I'm no good at making lists. A lot of interesting content I come across is organized in lists; I'm thinking most recently Keith's comments on Lean in a Nutshell, but also (more or less at random) posts by Johanna on Phone Screens, Esther on Management Skills, etc. My mind just doesn't seem to work that way, so I'm usually envious when I see someone rattle off a series of bullet points that actually add up to useful advice or a well thought out model of whatever is being discussed.

This is definitely the time of the year to be making a list, as we gear up to list all the new year's resolutions we definitely won't keep this time around. I'm not even going to make a single one, but as an exercise I want to try my hand at a list.

For starters, and without further ado, a list of the things that would make for an interesting list in a further entry.

  • A list of all the things that need doing in a software project, which make it so easy to never actually do any programming
  • A list of ideas from the Java language that I've transposed to other languages
  • A list of more or less esoteric programming constructs, such as continuations, with musings on the circumstances under which they might be refactoring targets
  • A list of things a manager usually does which a team could do just as well
  • A list of categories actually appropriate to classify my own entries on this blog

Now we'll see if I can overcome my aversion for lists a second time, sometime during the coming year, and actually expand one of these (or a different one altogether, I'm not ruling that out).

- Private Life Of The Brain - three comments / No trackbacks - §

27 December 03 - 14:26Fallow times

Like Keith, I keep a largish folder of bookmarks bearing the title "To Blog". I don't know why I do this, since none of the addresses in there has ever been the basis for a blog entry of mine.
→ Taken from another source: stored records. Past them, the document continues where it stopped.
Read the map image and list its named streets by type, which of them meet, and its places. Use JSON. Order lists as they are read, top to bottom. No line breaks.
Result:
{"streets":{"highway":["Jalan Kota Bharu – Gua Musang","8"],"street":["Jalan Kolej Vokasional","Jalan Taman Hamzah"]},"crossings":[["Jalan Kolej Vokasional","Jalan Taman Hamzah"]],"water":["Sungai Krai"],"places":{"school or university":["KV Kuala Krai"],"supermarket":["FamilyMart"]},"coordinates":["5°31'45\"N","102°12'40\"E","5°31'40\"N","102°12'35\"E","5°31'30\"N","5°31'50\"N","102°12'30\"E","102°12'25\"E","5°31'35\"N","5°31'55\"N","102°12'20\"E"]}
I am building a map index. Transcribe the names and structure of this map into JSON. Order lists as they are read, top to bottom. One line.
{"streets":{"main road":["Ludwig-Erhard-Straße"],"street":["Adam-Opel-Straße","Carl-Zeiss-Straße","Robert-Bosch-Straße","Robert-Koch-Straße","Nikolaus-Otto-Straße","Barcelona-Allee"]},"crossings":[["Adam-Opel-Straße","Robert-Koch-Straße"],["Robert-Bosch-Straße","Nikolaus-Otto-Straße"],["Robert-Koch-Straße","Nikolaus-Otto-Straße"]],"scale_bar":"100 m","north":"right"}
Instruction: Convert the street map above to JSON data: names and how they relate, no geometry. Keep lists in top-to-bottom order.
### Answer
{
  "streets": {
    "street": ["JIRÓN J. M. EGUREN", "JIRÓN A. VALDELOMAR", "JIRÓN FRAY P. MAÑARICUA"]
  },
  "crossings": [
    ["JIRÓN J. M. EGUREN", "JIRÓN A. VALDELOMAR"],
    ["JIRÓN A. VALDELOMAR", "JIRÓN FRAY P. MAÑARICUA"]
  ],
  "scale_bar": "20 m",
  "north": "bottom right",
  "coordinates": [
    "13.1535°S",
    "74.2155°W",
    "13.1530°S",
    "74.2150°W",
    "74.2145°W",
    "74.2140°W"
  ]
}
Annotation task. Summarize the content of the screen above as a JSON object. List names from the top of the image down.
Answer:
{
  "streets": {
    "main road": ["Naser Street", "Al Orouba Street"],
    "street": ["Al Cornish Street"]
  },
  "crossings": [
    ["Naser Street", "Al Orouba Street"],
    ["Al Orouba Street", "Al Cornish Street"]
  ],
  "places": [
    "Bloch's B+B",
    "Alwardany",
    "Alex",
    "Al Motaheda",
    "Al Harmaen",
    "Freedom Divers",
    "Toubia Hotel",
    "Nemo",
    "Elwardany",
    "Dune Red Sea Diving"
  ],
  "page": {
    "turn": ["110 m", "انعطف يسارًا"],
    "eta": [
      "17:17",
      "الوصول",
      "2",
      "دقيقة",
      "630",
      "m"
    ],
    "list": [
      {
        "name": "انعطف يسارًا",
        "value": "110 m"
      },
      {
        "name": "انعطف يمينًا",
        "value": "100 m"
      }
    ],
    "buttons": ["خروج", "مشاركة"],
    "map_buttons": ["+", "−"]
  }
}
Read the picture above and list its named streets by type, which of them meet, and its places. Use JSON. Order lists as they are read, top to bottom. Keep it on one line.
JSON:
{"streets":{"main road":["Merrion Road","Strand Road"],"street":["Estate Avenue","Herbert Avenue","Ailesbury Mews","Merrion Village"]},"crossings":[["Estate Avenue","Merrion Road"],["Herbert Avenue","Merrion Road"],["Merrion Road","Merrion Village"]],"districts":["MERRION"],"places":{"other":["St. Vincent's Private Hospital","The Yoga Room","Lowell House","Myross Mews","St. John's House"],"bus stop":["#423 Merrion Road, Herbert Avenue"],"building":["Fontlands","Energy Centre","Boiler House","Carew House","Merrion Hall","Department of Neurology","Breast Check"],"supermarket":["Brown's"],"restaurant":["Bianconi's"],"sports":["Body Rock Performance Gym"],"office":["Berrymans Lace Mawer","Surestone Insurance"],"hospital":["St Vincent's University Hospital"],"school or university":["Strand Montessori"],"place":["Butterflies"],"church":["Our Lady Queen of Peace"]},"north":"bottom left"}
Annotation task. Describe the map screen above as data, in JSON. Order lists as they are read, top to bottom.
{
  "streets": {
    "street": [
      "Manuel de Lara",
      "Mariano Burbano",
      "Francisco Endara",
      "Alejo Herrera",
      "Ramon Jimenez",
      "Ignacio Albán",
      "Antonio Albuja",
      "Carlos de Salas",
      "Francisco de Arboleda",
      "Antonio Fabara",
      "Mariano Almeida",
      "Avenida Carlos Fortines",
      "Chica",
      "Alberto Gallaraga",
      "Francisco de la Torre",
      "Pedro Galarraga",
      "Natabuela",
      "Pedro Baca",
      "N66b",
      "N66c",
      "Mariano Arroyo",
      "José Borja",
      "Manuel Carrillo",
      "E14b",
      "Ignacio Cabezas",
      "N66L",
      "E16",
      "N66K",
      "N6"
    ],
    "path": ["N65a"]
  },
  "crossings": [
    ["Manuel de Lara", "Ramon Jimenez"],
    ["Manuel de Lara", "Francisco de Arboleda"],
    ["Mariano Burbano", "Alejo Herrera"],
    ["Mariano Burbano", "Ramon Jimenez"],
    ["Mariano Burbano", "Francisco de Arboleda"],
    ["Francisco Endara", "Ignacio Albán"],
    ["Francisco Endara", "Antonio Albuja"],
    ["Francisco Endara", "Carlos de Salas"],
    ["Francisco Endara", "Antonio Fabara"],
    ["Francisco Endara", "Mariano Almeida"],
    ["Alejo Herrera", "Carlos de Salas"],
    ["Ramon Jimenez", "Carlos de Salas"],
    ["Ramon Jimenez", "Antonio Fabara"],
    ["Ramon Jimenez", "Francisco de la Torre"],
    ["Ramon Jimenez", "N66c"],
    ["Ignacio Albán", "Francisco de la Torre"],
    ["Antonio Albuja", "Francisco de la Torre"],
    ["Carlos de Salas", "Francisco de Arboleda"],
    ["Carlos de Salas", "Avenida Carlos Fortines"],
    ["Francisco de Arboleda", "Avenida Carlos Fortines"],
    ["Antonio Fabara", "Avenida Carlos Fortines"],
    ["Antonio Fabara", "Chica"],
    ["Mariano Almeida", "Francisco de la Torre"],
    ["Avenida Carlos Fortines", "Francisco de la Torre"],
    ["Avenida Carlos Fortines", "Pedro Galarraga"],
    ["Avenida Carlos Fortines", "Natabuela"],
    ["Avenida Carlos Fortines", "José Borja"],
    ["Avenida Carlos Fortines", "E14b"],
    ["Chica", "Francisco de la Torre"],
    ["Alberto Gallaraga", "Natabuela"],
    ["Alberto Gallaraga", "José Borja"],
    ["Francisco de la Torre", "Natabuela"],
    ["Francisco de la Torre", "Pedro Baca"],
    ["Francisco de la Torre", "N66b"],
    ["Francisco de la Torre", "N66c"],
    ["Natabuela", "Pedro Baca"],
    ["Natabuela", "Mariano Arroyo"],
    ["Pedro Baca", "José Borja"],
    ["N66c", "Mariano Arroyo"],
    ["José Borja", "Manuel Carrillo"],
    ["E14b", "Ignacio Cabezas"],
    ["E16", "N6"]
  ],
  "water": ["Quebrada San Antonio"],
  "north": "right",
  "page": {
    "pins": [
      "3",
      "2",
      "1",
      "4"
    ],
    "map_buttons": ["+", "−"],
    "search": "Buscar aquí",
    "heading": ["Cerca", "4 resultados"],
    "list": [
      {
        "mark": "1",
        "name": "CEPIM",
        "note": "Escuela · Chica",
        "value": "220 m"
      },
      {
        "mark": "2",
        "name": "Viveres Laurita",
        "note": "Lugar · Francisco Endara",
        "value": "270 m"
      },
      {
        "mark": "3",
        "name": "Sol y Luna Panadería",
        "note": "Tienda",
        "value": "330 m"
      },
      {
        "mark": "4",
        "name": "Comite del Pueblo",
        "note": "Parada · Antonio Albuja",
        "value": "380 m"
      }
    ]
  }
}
The folder contains items that struck me as interesting in the peculiar way that gives rise to the tought "Oh, I might blog about this." In theory, it is there to dip into when I've run out of "live" topics : the ones I get worked up about, enough so that I'll actually write an entry to get it out of my system.

In practice, if there isn't anything I get worked up about, I don't blog. The "To Blog" folder serves more as a trail of breadcrumbs, telling me where the "subsidiary" focus of my attention has been over time. (The blog itself is a trail of breadcrumbs too, telling me what I've gotten worked up about over time.)

Right now - for the last week or so - I can't get worked up about much of anything. It's the holiday season - I haven't been at the computer much, I've been thinking mostly about gifts and meal and wine, fooling around with the children and so on. Thoughts of projects or programming are not too present right now. I'm also wondering if this could perhaps be a fallow season.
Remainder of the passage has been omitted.